I have been emotionally disconnected from him for a while but have never dreamed of cheating on him, and still havent.

Early this month a took a business trip and half way through the trip I started realizing more and more on how for granted I have been taking, and how miserable I am.

Over the years I have had many man approach me, and as soon as they do I put walls up bigger then the great wall of china. So I meet someone at this conference and we talked for a long long time just about anything and everying. Before I knew it I was head over heals with him, he noticed my ring and we talked about my family. The next day he asked me if I was happy and I started tearin up. He said I only wish you happens and dont want to complicate things for you. When you go home I hope you can work things out and be happy and I’m not saying this and hoping things work to my advantage. We just meet at the wrong time.

We both understood each other so perfect in so many levels. Now we have each gone our seprate ways (seprate countries) but I can’t stop thinking about him and I’m having such a difficult time coping. Never did I think this would happen to me, it’s not like there isn’t any guys where I live that haven’t tried to make me fall for them.

I’m having such a hard time getting him out of my head.

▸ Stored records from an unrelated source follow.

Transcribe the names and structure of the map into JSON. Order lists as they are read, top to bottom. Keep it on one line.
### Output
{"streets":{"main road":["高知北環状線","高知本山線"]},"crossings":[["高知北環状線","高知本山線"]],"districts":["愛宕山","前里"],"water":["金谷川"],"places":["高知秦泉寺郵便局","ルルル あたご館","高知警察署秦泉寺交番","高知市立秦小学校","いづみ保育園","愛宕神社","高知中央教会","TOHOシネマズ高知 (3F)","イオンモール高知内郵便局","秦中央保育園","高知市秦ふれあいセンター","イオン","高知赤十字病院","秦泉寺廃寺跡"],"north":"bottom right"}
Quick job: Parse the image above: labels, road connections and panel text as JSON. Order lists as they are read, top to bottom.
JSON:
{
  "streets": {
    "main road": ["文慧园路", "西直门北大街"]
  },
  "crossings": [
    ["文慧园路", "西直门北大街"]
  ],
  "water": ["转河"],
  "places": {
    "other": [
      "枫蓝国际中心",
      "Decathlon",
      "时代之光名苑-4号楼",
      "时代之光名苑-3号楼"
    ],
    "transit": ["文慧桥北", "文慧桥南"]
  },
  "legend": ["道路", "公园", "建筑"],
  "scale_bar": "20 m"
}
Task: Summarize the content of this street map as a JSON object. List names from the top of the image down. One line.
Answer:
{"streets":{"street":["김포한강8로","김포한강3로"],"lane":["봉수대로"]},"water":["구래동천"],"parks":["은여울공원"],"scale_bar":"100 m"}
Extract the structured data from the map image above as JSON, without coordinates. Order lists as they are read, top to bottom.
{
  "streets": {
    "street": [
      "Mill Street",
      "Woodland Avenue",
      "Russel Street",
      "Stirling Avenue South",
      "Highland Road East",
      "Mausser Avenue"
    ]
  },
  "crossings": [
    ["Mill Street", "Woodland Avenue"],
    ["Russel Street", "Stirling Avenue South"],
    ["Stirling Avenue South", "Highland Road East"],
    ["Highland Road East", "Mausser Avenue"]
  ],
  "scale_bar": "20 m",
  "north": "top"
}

Makes me wish that my life was different so I could be with him (which is not right). Is this what you call a mid life crisis? Although I dont think I’m that old.

Thanks for any advice you can give.

Answer #1

Another problem that I have with this situation.

Is that with my husband we dont have sx for 3-5months sometimes. I did not have sx with this other guy either just to get that straight. Since I have been home I still have not had s*x with my husband and some how I feel like I’m cheating on the other guy if I even kiss my husband. Stupid I know.

So what extacly does my husband do wrong. He thinks women are inferor, never says thanks for the things I do for him. Comes home at 2/3am or sometimes doesn’t come home for days. Never gives me time to do anything even if I beg. I always need to take the kids every where I go, which takes me about 4hrs more to run errands. Leaves me home with the kids even if I’m sicker then a dog with 104+ fever. When is his day off work he does not spend time with us he is always trying to escape our home. He says that he is trying to do extra work so we can pay the bills but I dont see the money. Talking about money the bills are always late and I often worry about being homeless.

Sometimes I feel that I would be better off with out him and on well fair.

Any how you get the picture.

Answer #2

I’m not looking for an affair. I will leave which I’m trying with all my might to get the courage to do. Also kind of hard to have an affair with someone who is not even in the same country as you.

Answer #3

It is time to have a lover. But do not complicate your life too much by him.